Steven Smith wrote:WE HAVE A BIG AREA AND WANT TO RUN 8" PIPE ABOUT 35 FEET.
That sounds like a good length. Any shorter than that and the system would not reap enough
of the heat from the exhaust before it exits the building. In other words, it would be less efficient and the exhaust's exit-temperature would be hotter than usual.
Steven Smith wrote:HOW HEAVY A PIPE DO I NEED TO USE USE IN THAT LENGTH OF SOLAR BATTERY?
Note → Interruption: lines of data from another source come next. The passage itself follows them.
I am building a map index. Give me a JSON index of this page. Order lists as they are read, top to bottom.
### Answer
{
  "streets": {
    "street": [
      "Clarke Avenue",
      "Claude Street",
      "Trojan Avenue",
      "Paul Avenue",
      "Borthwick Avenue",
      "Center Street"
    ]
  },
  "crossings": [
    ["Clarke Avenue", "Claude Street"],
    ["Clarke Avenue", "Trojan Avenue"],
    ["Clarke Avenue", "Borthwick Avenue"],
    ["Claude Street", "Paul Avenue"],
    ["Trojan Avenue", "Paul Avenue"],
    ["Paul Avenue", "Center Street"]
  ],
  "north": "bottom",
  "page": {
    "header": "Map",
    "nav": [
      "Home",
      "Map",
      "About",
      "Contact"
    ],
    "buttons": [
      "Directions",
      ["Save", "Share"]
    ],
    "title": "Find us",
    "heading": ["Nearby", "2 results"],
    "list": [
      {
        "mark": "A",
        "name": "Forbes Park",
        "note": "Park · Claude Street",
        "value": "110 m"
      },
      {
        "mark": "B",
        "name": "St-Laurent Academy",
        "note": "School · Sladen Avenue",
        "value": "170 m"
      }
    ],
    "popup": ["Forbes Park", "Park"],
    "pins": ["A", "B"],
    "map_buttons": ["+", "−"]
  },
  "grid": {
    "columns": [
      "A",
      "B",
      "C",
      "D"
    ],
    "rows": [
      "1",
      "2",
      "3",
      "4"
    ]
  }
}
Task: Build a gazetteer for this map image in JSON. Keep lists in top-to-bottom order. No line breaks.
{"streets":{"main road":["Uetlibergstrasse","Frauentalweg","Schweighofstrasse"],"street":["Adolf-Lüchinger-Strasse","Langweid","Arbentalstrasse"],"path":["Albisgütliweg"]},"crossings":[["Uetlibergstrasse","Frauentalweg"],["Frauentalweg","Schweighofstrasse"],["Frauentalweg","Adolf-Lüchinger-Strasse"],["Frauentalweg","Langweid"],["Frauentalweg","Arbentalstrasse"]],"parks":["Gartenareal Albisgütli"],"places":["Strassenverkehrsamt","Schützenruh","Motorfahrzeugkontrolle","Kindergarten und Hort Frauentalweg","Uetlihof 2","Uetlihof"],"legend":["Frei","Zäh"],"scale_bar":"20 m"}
By heaviness do you mean thickness? What does length-of-pipe have to do with heaviness-of-pipe, anyway? Don't most rocket mass heaters
use the same gauge pipe, anyway? I suppose that with a larger diameter system (for example, 8" rather than 6") you may get some pretty hot temperatures. Such temperatures have been known to 'eat' the steel pipe (that is, the high heat causes the metal to deteriorate and flake-off over time); however, if the rocket mass heater
is built appropriately, the clay content in the insulation of the heat-riser --as well as the clay in the thermal battery-- should
maintain the smooth shape of the system, regardless of whether the steel frays away or not; so, more or less, the ducting acts as a mold for the first portion of the rocket-mass-heater's life-- after which, the clay holds the shape. Anyway, also, high temperatures can cause the zinc on galvanized duct to vaporize (resulting in heavy-metal-poisoning or something like that); make sure to use black stove pipe or stainless steel stove pipe (not galvanized duct) during the first portions of the rocket mass heater
(in the heat-riser or in the first 8 feet of the bench)... farther down the system, where temperatures are cooler, galvanized pipe should be okay.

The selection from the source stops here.